The Monetary Policy Committee, headed by Mark Carney, voted 9-0 to hold the interest rate at 0.50 percent, the bank said in a statement.
The rate has been held at this record-low level since 2009. Ian McCafferty alone had sought a 25 basis point rate in the previous few months.
Policymakers voted unanimously to maintain quantitative easing at GBP 375 billion.
Further, the central bank downgraded its 2016 growth outlook for the U.K. to 2.2 percent from 2.5 percent and that for 2017 to 2.4 percent from 2.7 percent.

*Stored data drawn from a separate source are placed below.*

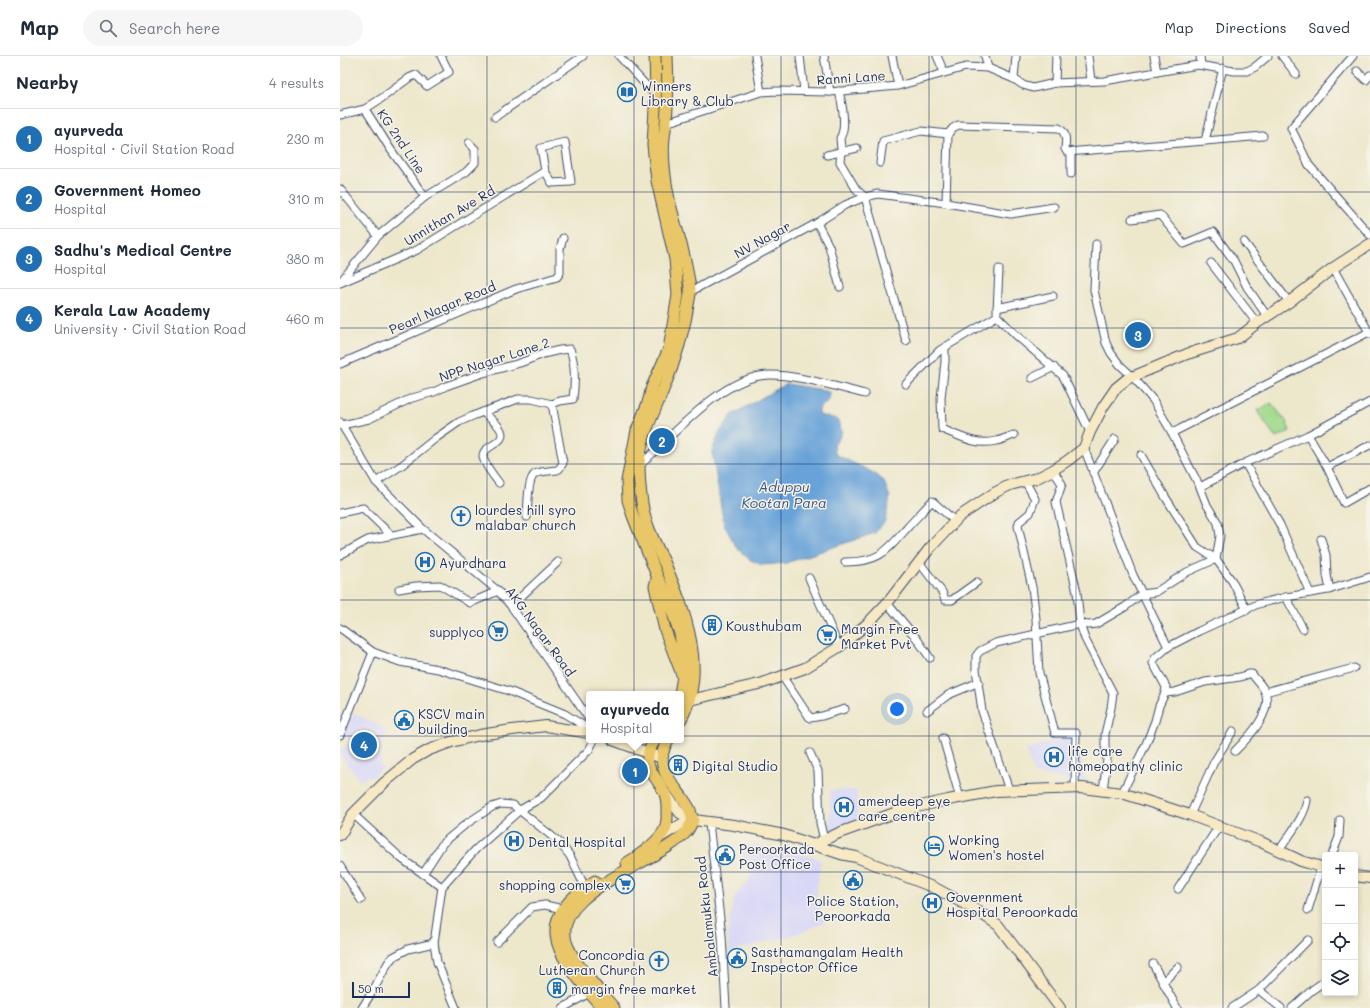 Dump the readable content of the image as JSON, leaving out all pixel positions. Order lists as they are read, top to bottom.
{
  "streets": {
    "street": [
      "Ranni Lane",
      "KG 2nd Line",
      "Unnithan Ave Rd",
      "NV Nagar",
      "Pearl Nagar Road",
      "NPP Nagar Lane 2",
      "AKG Nagar Road",
      "Ambalamukku Road"
    ]
  },
  "crossings": [
    ["NPP Nagar Lane 2", "AKG Nagar Road"]
  ],
  "water": ["Aduppu Kootan Para"],
  "places": {
    "library": ["Winners Library & Club"],
    "church": ["lourdes hill syro malabar church", "Concordia Lutheran Church"],
    "hospital": [
      "Ayurdhara",
      "life care homeopathy clinic",
      "amerdeep eye care centre",
      "Dental Hospital",
      "Government Hospital Peroorkada"
    ],
    "building": ["Kousthubam", "Digital Studio", "margin free market"],
    "supermarket": ["supplyco", "Margin Free Market Pvt", "shopping complex"],
    "public building": [
      "KSCV main building",
      "Peroorkada Post Office",
      "Police Station, Peroorkada",
      "Sasthamangalam Health Inspector Office"
    ],
    "hotel": ["Working Women's hostel"]
  },
  "scale_bar": "50 m",
  "page": {
    "header": "Map",
    "search": "Search here",
    "nav": ["Map", "Directions", "Saved"],
    "heading": ["Nearby", "4 results"],
    "list": [
      {
        "mark": "1",
        "name": "ayurveda",
        "note": "Hospital · Civil Station Road",
        "value": "230 m"
      },
      {
        "mark": "2",
        "name": "Government Homeo",
        "note": "Hospital",
        "value": "310 m"
      },
      {
        "mark": "3",
        "name": "Sadhu's Medical Centre",
        "note": "Hospital",
        "value": "380 m"
      },
      {
        "mark": "4",
        "name": "Kerala Law Academy",
        "note": "University · Civil Station Road",
        "value": "460 m"
      }
    ],
    "pins": [
      "3",
      "2",
      "4",
      "1"
    ],
    "popup": ["ayurveda", "Hospital"],
    "map_buttons": ["+", "−"],
    "scale": "50 m"
  }
}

Inflation is projected to increase further in the coming months but a little less quickly than anticipated in November, largely reflecting recent falls in oil prices.

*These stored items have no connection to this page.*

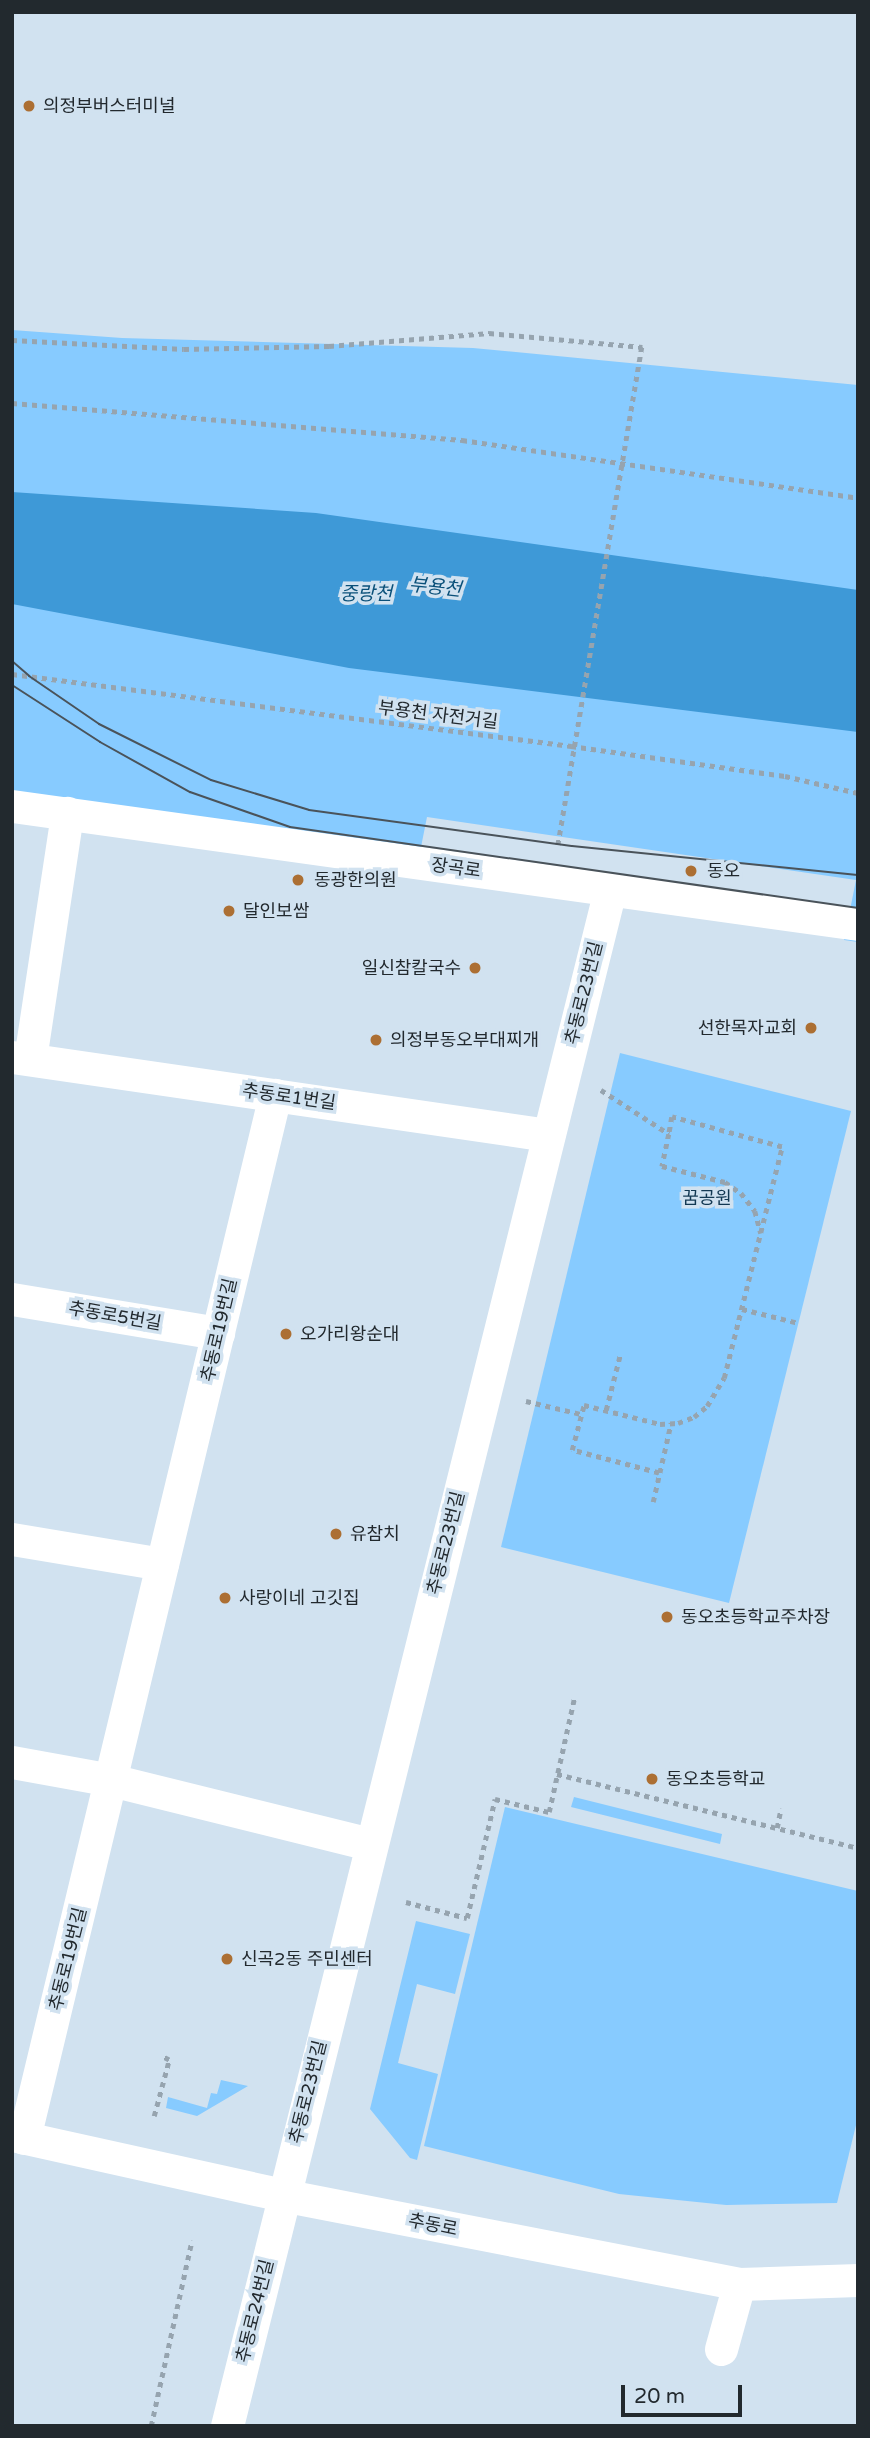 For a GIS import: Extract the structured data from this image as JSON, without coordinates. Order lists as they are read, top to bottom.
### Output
{
  "streets": {
    "street": [
      "장곡로",
      "추동로23번길",
      "추동로1번길",
      "추동로5번길",
      "추동로19번길",
      "추동로",
      "추동로24번길"
    ],
    "path": ["부용천 자전거길"]
  },
  "crossings": [
    ["장곡로", "추동로23번길"],
    ["장곡로", "추동로1번길"],
    ["추동로23번길", "추동로1번길"],
    ["추동로23번길", "추동로"],
    ["추동로23번길", "추동로24번길"],
    ["추동로1번길", "추동로19번길"],
    ["추동로5번길", "추동로19번길"],
    ["추동로19번길", "추동로"],
    ["추동로", "추동로24번길"]
  ],
  "water": ["부용천", "중랑천"],
  "parks": ["꿈공원"],
  "places": [
    "의정부버스터미널",
    "동오",
    "동광한의원",
    "달인보쌈",
    "일신참칼국수",
    "선한목자교회",
    "의정부동오부대찌개",
    "오가리왕순대",
    "유참치",
    "사랑이네 고깃집",
    "동오초등학교주차장",
    "동오초등학교",
    "신곡2동 주민센터"
  ],
  "scale_bar": "20 m"
}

In other economic news, data published by Lloyds Banking Group’s Halifax division showed that U.K. house price growth increased unexpectedly in January.
House prices advanced 9.7 percent year-on-year in the three months to January, following a 9.5 percent increase in the preceding three months.

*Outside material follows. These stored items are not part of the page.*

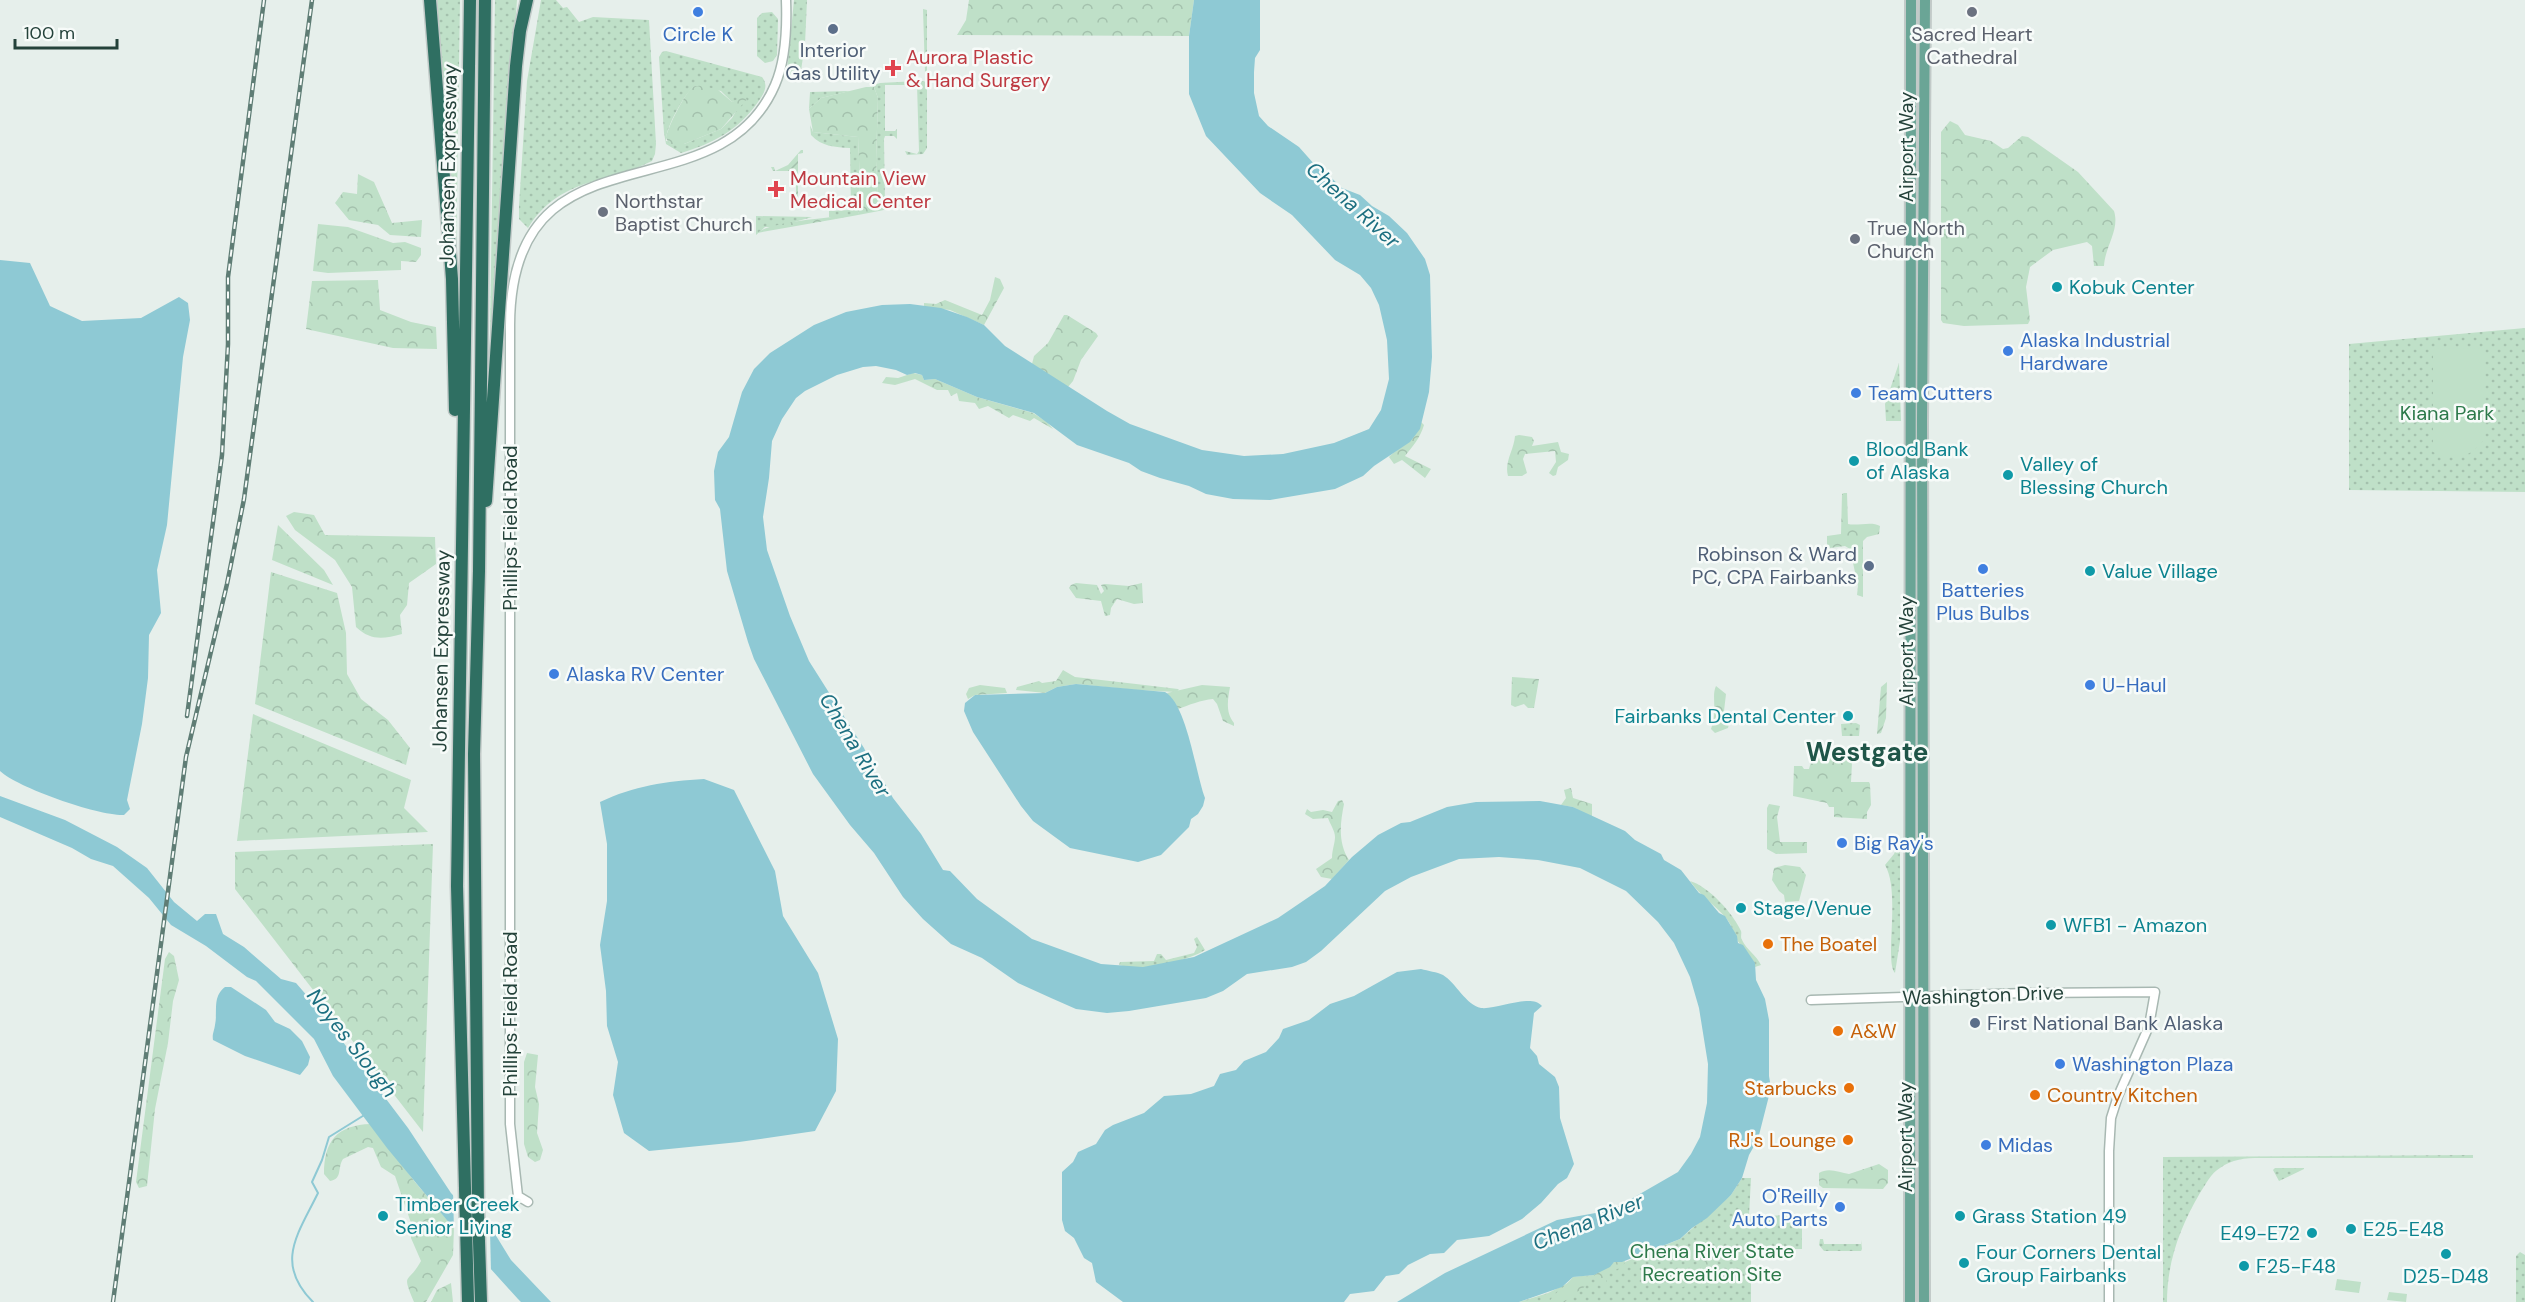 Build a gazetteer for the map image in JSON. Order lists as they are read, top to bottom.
{
  "streets": {
    "highway": ["Johansen Expressway"],
    "main road": ["Airport Way"],
    "street": ["Phillips Field Road", "Washington Drive"]
  },
  "crossings": [
    ["Airport Way", "Washington Drive"]
  ],
  "districts": ["Westgate"],
  "water": ["Chena River", "Noyes Slough"],
  "parks": ["Kiana Park", "Chena River State Recreation Site"],
  "places": {
    "other": [
      "Circle K",
      "Sacred Heart Cathedral",
      "Interior Gas Utility",
      "Northstar Baptist Church",
      "True North Church",
      "Kobuk Center",
      "Alaska Industrial Hardware",
      "Team Cutters",
      "Blood Bank of Alaska",
      "Valley of Blessing Church",
      "Robinson & Ward PC, CPA Fairbanks",
      "Batteries Plus Bulbs",
      "Value Village",
      "Alaska RV Center",
      "U-Haul",
      "Fairbanks Dental Center",
      "Big Ray's",
      "Stage/Venue",
      "WFB1 - Amazon",
      "The Boatel",
      "First National Bank Alaska",
      "A&W",
      "Washington Plaza",
      "Starbucks",
      "Country Kitchen",
      "RJ's Lounge",
      "Midas",
      "O'Reilly Auto Parts",
      "Timber Creek Senior Living",
      "Grass Station 49",
      "E25-E48",
      "E49-E72",
      "D25-D48",
      "Four Corners Dental Group Fairbanks",
      "F25-F48"
    ],
    "health": ["Aurora Plastic & Hand Surgery", "Mountain View Medical Center"]
  },
  "scale_bar": "100 m"
}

The pound showed a mixed performance in Asian deals. While the currency held steady against the yen and the euro, it weakened slightly against the greenback. Against the franc, it rose slightly.
In the European session, the pound depreciated to a 3-day low of 1.4556 versus the Swiss franc, following an advance to 1.4711 at 3:45 am ET. Continuation of the pound’s downtrend may take it to a support around the 1.445 mark. The pound-franc pair finished yesterday’s trading at 1.4660.
Survey data from the State Secretariat for Economic Affairs showed that Switzerland’s consumer confidence improved for a second consecutive time in the three months to January, mainly led by better labor market expectations.
The consumer confidence index climbed to -14 from -18 in the three months to October. However, the score remained below its long-term average of -9.
The pound, having advanced to 172.47 against the Japanese yen at 8:30 pm ET, reversed direction and edged down to 171.09. The pound is poised to test support around the 170.00 zone.
Pulling away from an early new 4-week high of 1.4665 against the greenback, the pound weakened 0.82 percent to 1.4545. On the downside, the pound may locate support around the 1.44 mark. The pair was worth 1.4602 when it ended Wednesday’s trading.
Continuing its early weakness, the pound slid to a 2-week low of 0.7678 against its European counterpart. This marks a 1 percent decline from yesterday’s closing value of 0.7601. If the pound extends slide, 0.78 is possibly seen as its next support level.
In a lecture delivered at the Bundesbank, European Central Bank President Mario Draghi said that adopting a wait-and-watch attitude and acting too late on prolonged low inflation is riskier than taking early measures as the former approach could erode confidence.
“And if that were to happen, we would need a much more accommodative monetary policy to reverse it,” Draghi said.
Looking ahead, U.S. weekly jobless claims for the week ended January 30 and U.S. factory orders data for December are slated for release in the New York session.
Federal Reserve Bank of Dallas President Robert Kaplan is due to participate in a discussion of Global Economic Conditions at an event hosted by the Real Estate Council in Dallas at 8:30 am ET.